🤖 AI Summary
Evaluating robot policies in real-world environments is costly and unreliable. Method: This paper proposes a prediction-empowered inference framework that jointly leverages simulation and real-world testing. It formalizes the simulation-to-reality evaluation task as a statistical inference problem of bias correction, learning simulation biases from paired data and constructing confidence intervals for policy performance using a non-asymptotic mean estimation algorithm. The approach integrates physics-based simulation, diffusion-based policies, and multi-task fine-tuning of a pretrained π₀ model to enable trustworthy mapping from simulated outcomes to real-world performance. Results: Experiments demonstrate that, under equivalent performance guarantees, the method reduces real-world testing resource consumption by 20–25% compared to pure hardware evaluation, significantly improving assessment efficiency and scalability. The core contribution lies in establishing a statistically principled framework for joint simulation-reality evaluation, accompanied by finite-sample theoretical guarantees and a practical algorithm.
📝 Abstract
Rapid progress in imitation learning, foundation models, and large-scale datasets has led to robot manipulation policies that generalize to a wide-range of tasks and environments. However, rigorous evaluation of these policies remains a challenge. Typically in practice, robot policies are often evaluated on a small number of hardware trials without any statistical assurances. We present SureSim, a framework to augment large-scale simulation with relatively small-scale real-world testing to provide reliable inferences on the real-world performance of a policy.
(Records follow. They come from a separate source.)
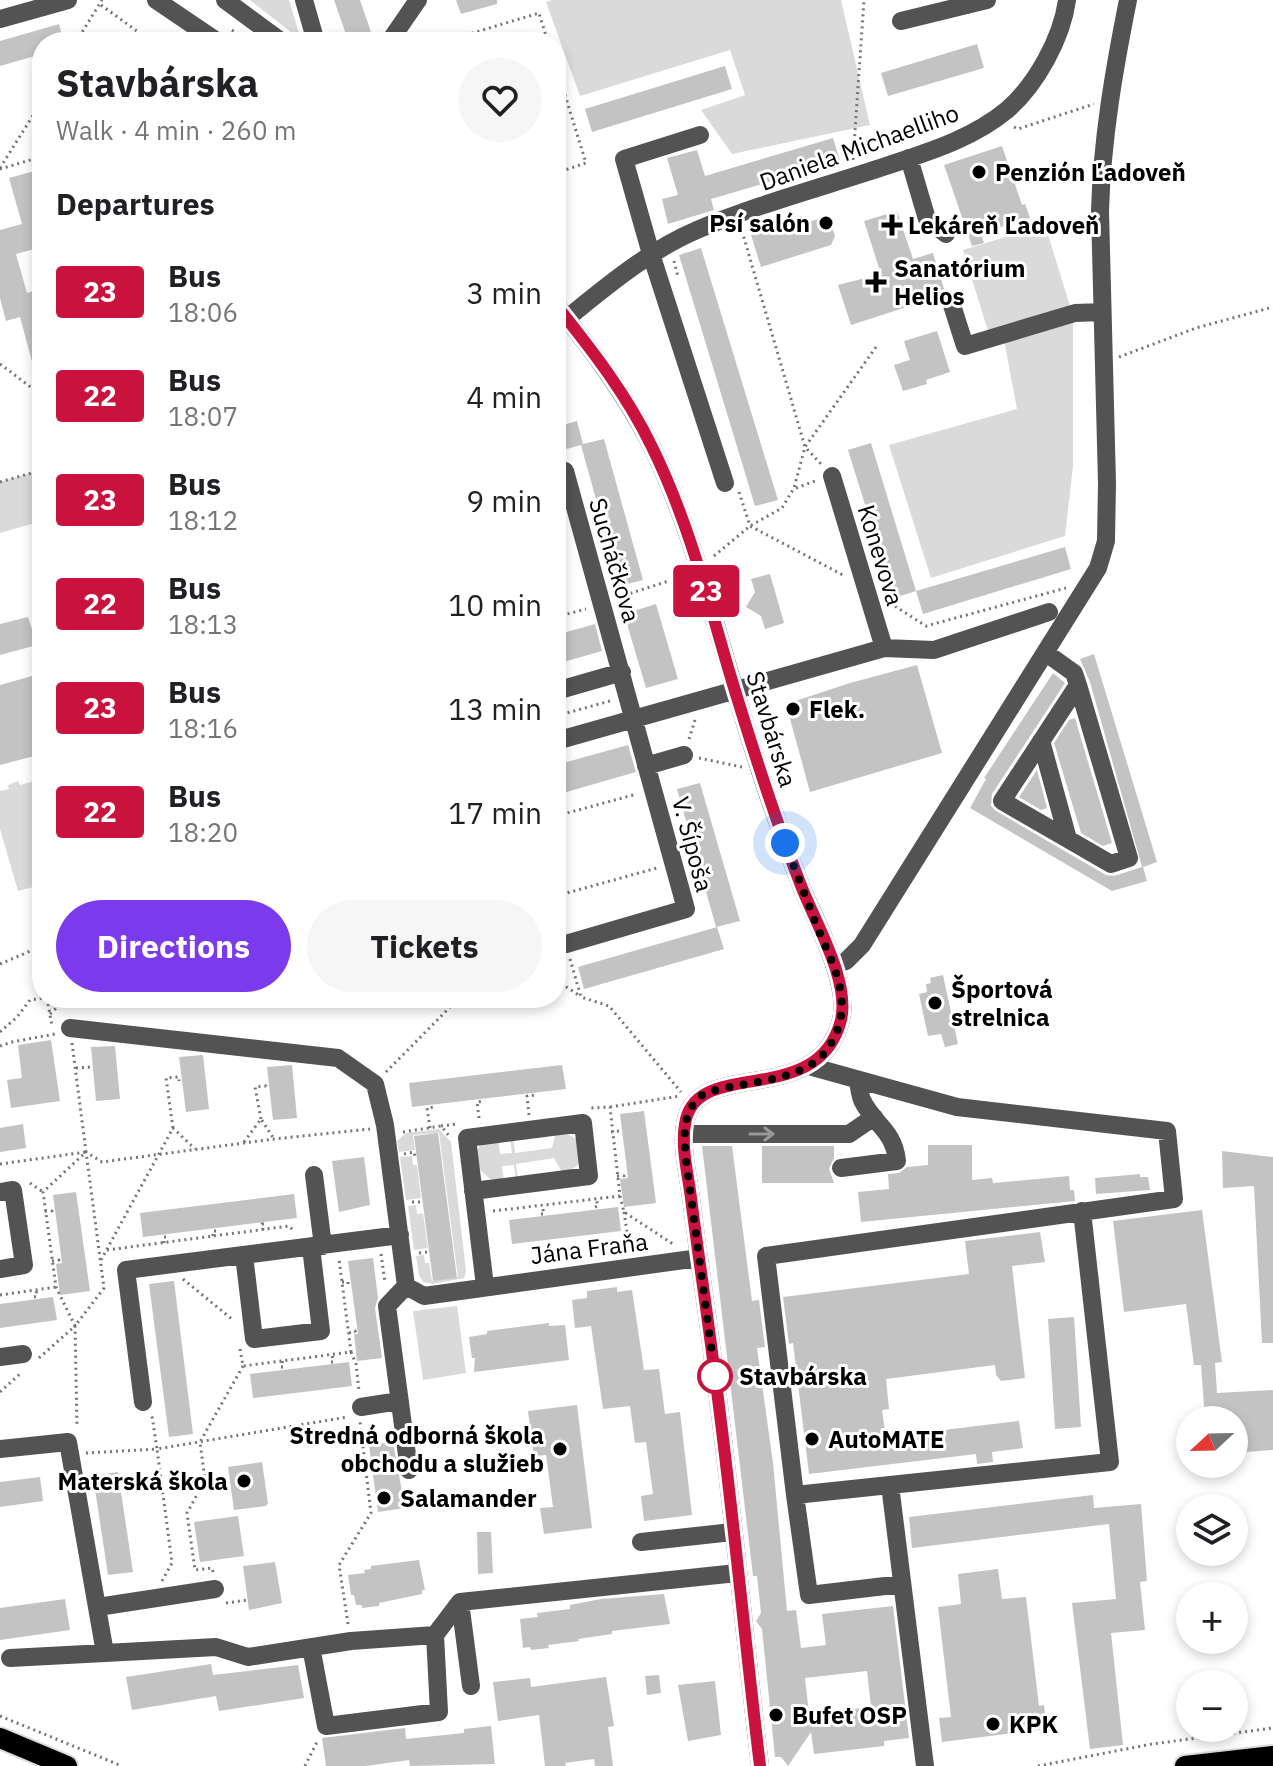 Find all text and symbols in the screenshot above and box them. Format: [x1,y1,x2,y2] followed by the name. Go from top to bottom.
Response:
[56,58,259,107] text: Stavbárska
[458,58,542,142] button: heart
[755,96,963,198] street label: Daniela Michaelliho
[56,113,296,147] text: Walk · 4 min · 260 m
[995,156,1186,188] place label: Penzión Ľadoveň
[970,163,988,181] marker: Penzión Ľadoveň
[56,184,215,223] text: Departures
[709,207,810,239] place label: Psí salón
[908,209,1099,241] place label: Lekáreň Ľadoveň
[817,214,835,232] marker: Psí salón
[883,216,901,234] marker: Lekáreň Ľadoveň
[894,252,1025,312] place label: Sanatórium Helios
[168,256,221,295] text: Bus
[865,271,887,293] marker: Sanatórium Helios
[83,273,117,310] text: 23
[466,273,542,312] text: 3 min
[168,295,238,329] text: 18:06
[168,360,221,399] text: Bus
[83,377,117,414] text: 22
[466,377,542,416] text: 4 min
[168,399,238,433] text: 18:07
[168,464,221,503] text: Bus
[83,481,117,518] text: 23
[466,481,542,520] text: 9 min
[582,494,648,626] street label: Sucháčkova
[851,501,912,610] street label: Konevova
[168,503,238,537] text: 18:12
[670,565,742,617] line badge: 23
[168,568,221,607] text: Bus
[689,572,723,609] text: 23
[83,585,117,622] text: 22
[448,585,542,624] text: 10 min
[168,607,238,641] text: 18:13
[739,667,805,791] street label: Stavbárska
[168,672,221,711] text: Bus
[83,689,117,726] text: 23
[448,689,542,728] text: 13 min
[809,693,865,725] place label: Flek.
[784,700,802,718] marker: Flek.
[168,711,238,745] text: 18:16
[168,776,221,815] text: Bus
[83,793,117,830] text: 22
[448,793,542,832] text: 17 min
[665,793,721,895] street label: V. Šípoša
[168,815,238,849] text: 18:20
[765,823,805,863] your location
[56,900,291,992] button: Directions
[307,900,542,992] button: Tickets
[951,973,1053,1033] place label: Športová strelnica
[926,994,944,1012] marker: Športová strelnica
[748,1126,775,1142] one-way arrow
[528,1225,650,1271] street label: Jána Fraňa
[698,1359,732,1393] marker: Stavbárska
[739,1360,867,1392] place label: Stavbárska
[1176,1406,1248,1478] north arrow
[1176,1406,1248,1742] map controls
[289,1419,544,1479] place label: Stredná odborná škola obchodu a služieb
[828,1423,945,1455] place label: AutoMATE
[803,1430,821,1448] marker: AutoMATE
[551,1440,569,1458] marker: Stredná odborná škola obchodu a služieb
[58,1465,228,1497] place label: Materská škola
[235,1472,253,1490] marker: Materská škola
[400,1482,537,1514] place label: Salamander
[375,1489,393,1507] marker: Salamander
[1176,1494,1248,1566] button: layers
[1176,1582,1248,1654] button: +
[1176,1670,1248,1742] button: −
[792,1699,907,1731] place label: Bufet OSP
[767,1706,785,1724] marker: Bufet OSP
[1009,1708,1058,1740] place label: KPK
[984,1715,1002,1733] marker: KPK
Our key idea is to formalize the problem of combining real and simulation evaluations as a prediction-powered inference problem, in which a small number of paired real and simulation evaluations are used to rectify bias in large-scale simulation. We then leverage non-asymptotic mean estimation algorithms to provide confidence intervals on mean policy performance. Using physics-based simulation, we evaluate both diffusion policy and multi-task fine-tuned (π_0) on a joint distribution of objects and initial conditions, and find that our approach saves over (20-25%) of hardware evaluation effort to achieve similar bounds on policy performance.